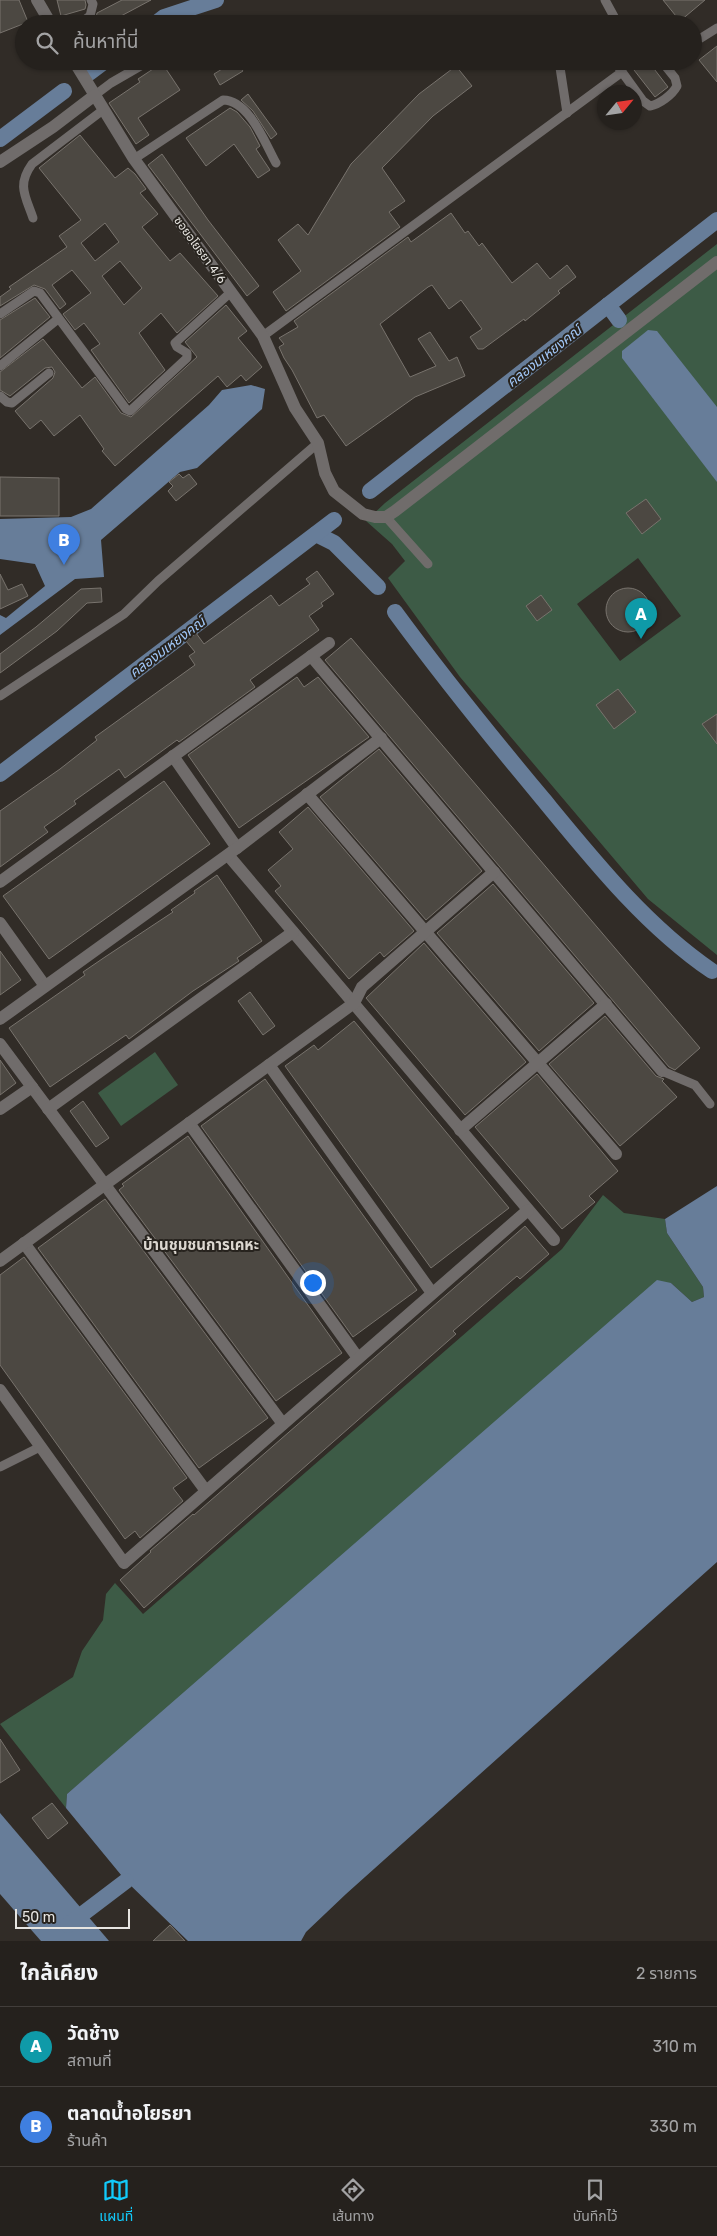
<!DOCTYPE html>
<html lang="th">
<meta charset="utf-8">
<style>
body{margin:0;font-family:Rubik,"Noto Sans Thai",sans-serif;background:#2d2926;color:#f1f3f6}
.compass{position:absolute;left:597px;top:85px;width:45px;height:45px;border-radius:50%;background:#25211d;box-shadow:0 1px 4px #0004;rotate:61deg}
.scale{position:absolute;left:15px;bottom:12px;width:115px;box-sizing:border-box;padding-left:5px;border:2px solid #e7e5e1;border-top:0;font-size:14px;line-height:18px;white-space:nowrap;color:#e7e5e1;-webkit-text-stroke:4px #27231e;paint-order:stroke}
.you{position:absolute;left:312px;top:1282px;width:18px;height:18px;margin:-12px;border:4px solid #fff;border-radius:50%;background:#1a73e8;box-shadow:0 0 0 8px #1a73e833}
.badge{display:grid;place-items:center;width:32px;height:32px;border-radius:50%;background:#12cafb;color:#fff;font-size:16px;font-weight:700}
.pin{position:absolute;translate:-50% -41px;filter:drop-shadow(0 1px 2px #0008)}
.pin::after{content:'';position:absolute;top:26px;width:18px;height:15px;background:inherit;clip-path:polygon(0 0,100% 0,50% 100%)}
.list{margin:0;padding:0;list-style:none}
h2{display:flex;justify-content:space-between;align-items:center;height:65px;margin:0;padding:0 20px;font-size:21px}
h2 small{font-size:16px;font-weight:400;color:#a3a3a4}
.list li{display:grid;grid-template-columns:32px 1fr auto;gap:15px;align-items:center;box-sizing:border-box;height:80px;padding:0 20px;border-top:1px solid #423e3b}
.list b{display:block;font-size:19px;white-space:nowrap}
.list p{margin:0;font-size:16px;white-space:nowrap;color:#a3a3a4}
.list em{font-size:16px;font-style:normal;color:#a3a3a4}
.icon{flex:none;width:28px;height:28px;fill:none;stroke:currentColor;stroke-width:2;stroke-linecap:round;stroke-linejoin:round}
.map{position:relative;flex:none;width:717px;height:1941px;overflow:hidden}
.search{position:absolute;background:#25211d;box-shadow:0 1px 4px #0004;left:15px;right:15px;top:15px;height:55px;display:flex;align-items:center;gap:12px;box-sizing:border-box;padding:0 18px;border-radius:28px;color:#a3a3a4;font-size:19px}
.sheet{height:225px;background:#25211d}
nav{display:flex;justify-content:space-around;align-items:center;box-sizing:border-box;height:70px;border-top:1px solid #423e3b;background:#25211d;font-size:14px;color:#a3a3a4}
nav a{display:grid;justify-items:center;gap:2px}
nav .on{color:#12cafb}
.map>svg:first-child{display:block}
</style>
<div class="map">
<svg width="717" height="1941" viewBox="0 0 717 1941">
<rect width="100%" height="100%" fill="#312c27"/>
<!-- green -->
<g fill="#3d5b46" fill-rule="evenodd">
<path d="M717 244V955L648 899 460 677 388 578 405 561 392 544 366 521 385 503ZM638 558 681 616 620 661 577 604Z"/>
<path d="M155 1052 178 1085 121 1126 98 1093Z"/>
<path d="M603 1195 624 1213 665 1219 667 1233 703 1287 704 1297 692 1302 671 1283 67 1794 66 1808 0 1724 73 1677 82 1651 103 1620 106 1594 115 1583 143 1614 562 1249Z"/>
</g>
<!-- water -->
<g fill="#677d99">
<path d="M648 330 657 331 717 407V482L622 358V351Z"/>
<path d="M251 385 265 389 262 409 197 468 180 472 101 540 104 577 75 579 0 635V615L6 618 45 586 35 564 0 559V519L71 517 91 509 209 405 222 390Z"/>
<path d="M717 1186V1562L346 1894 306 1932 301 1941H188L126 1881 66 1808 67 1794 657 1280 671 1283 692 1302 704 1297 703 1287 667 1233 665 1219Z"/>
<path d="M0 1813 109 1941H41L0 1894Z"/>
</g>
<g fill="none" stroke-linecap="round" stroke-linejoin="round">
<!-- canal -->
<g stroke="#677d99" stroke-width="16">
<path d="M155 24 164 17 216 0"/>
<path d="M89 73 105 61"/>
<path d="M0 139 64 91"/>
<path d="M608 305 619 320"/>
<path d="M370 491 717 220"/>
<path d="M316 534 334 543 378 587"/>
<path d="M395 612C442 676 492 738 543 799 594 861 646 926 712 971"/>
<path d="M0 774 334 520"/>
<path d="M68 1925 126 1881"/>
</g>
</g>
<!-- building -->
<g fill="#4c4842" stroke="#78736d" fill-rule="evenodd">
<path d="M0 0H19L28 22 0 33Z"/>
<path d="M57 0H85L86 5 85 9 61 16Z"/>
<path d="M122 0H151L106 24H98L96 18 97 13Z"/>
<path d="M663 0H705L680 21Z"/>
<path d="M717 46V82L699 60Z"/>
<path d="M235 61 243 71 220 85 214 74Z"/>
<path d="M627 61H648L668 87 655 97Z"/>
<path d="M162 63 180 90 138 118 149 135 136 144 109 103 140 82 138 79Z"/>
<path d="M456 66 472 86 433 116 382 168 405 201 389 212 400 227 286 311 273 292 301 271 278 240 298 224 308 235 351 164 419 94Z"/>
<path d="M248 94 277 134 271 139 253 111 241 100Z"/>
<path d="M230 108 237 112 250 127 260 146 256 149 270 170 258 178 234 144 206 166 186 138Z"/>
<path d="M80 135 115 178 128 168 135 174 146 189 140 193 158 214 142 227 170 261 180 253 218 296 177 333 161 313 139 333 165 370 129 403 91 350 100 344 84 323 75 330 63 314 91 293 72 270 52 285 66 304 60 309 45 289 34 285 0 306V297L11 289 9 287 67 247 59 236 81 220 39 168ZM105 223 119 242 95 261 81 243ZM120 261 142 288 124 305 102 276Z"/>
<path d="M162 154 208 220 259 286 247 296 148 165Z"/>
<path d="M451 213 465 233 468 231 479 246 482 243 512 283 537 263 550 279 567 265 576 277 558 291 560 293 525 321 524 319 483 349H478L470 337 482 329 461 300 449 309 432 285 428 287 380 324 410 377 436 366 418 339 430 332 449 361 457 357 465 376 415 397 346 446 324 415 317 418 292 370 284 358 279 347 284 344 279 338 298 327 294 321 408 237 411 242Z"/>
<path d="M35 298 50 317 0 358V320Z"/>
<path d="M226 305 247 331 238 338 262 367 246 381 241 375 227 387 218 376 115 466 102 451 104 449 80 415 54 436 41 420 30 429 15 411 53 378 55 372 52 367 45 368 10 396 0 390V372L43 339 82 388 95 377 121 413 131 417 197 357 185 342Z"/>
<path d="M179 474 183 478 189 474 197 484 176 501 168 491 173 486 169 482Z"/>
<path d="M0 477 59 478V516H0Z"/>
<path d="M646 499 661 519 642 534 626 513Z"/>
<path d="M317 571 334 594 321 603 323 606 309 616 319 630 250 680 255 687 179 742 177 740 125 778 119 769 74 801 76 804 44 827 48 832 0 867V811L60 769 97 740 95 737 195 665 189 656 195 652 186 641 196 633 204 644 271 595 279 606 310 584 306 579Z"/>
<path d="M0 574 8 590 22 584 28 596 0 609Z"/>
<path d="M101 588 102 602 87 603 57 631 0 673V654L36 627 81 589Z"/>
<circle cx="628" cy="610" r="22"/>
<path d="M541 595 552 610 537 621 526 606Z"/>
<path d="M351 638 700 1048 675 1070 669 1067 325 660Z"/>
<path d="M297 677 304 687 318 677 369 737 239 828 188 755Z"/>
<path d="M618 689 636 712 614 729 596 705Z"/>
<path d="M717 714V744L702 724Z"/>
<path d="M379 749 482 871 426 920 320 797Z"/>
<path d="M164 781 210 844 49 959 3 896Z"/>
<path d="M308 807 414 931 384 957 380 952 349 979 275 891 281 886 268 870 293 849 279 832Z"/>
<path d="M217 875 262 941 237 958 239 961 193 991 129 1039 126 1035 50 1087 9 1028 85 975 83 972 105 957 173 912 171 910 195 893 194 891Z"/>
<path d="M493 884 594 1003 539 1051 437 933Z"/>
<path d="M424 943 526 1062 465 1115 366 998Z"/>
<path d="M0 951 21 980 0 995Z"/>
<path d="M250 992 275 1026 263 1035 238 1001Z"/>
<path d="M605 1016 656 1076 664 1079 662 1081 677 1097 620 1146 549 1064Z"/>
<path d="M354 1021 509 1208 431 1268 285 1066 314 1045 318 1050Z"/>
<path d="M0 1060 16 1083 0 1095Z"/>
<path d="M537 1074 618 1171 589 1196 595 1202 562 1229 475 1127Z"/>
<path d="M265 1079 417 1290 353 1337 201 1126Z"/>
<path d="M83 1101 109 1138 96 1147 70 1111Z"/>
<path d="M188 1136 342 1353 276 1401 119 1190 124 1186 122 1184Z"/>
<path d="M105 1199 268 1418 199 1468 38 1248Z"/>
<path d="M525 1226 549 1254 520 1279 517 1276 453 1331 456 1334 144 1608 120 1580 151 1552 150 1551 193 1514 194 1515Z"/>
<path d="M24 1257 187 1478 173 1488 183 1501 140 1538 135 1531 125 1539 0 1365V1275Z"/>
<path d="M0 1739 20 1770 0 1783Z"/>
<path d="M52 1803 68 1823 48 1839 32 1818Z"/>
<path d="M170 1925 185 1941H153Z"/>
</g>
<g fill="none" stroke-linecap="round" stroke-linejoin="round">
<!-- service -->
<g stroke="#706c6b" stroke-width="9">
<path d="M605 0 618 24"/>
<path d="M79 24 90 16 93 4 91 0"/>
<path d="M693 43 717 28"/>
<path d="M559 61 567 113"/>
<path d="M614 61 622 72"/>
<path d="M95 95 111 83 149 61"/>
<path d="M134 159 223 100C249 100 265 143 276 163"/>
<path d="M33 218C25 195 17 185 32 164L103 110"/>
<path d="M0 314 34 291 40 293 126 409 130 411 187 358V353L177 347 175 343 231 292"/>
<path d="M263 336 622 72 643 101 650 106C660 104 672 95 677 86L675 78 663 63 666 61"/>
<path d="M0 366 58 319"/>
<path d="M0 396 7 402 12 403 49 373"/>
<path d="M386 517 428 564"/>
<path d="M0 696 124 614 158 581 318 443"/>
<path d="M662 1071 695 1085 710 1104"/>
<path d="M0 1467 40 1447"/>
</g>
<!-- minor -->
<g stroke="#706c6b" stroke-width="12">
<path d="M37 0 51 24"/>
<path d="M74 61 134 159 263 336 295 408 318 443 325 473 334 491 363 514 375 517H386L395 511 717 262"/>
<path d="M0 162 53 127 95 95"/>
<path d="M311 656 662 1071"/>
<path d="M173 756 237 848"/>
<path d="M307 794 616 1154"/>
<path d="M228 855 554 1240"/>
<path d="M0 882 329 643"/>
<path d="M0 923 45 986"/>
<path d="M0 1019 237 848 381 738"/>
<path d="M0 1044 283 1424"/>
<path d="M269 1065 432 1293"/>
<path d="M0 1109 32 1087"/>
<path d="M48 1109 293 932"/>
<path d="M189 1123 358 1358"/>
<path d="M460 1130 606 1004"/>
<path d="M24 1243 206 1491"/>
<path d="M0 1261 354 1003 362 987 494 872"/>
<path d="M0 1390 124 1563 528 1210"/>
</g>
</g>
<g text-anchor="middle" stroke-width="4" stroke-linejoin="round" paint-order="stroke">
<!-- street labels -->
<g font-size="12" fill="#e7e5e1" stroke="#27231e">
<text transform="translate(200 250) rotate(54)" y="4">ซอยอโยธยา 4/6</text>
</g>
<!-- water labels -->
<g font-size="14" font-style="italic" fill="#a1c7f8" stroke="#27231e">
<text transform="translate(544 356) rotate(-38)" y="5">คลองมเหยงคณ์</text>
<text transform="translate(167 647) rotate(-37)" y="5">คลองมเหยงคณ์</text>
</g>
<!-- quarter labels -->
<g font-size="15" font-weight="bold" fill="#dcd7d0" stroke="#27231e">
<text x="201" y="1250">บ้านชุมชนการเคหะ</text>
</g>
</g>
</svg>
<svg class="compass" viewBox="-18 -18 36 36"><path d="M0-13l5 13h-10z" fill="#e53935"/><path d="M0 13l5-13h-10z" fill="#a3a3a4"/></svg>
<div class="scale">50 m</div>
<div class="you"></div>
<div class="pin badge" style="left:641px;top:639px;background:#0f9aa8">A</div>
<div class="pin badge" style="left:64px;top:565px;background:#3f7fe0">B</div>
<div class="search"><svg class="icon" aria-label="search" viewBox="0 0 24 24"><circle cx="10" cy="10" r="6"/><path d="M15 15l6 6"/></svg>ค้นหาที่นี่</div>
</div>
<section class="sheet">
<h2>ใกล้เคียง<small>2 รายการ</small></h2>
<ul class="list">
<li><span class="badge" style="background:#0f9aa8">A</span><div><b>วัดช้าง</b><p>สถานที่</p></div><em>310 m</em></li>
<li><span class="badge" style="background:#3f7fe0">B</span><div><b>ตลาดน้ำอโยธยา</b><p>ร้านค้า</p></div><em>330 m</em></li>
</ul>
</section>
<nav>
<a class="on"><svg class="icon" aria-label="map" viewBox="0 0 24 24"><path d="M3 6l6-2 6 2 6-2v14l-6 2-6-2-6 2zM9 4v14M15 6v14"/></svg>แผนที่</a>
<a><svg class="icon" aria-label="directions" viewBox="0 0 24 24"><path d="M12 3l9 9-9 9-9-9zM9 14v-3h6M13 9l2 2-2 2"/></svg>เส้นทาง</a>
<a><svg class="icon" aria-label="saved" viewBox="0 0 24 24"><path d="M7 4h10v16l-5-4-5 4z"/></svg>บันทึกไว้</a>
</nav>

+===+

• Brief:
When a line in the material above holds the word "text", copy that line.

• Result below:
.scale{position:absolute;left:15px;bottom:12px;width:115px;box-sizing:border-box;padding-left:5px;border:2px solid #e7e5e1;border-top:0;font-size:14px;line-height:18px;white-space:nowrap;color:#e7e5e1;-webkit-text-stroke:4px #27231e;paint-order:stroke}
<g text-anchor="middle" stroke-width="4" stroke-linejoin="round" paint-order="stroke">
<text transform="translate(200 250) rotate(54)" y="4">ซอยอโยธยา 4/6</text>
<text transform="translate(544 356) rotate(-38)" y="5">คลองมเหยงคณ์</text>
<text transform="translate(167 647) rotate(-37)" y="5">คลองมเหยงคณ์</text>
<text x="201" y="1250">บ้านชุมชนการเคหะ</text>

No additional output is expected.